Should social media content be regulated? NO

Sites are private property. Companies are private property. If a company wants to be a pornography site, the have the right to do that. If a company wants to be a fake news site, like The Onion or Babylon Bee, they have the right to do that. And thus, any gray area in between what YOU think is right/just and those extreme examples of what is allowed, the company can ALLOW or DELETE ANYTHING THEY WANT.

Section 230, a existing regulation, protects companies from lawsuits, and the government, effectively reinforcing the 1st Amendment and the 4th and 5th Amendments that already exist in protection of people in the United States (from government)

Why all of those Amendments?

Social Media sites are private property, and the posts there are free speech.

Thus, Section 230 helps protect and ensure that whatever happens on social media sites, is the liability of the Individual posting.

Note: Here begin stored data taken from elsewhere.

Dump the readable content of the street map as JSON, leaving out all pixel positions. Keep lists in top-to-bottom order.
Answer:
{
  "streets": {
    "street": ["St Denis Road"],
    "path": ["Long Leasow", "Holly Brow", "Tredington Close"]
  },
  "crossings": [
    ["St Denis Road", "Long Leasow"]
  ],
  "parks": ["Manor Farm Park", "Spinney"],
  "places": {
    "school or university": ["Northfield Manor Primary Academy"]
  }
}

The site/platform is private property, and can decide to allow, ban, or favor anything at all, as should be. Those posts are protected from the government (First Amendment) and the site/company is protected from the government when people post whatever they want, because of the 4th, 5th, and Section 230.

Collectively, that since what people post is Free Speech, protect from the government, the government doesn’t have reasonable cause to search, seize, or be deprived of the property without due process. Therefore, the sites decide. And to further protect that, Section 230 prevents a site/company for being liable for what *someone else* says, on their platform – as it should be.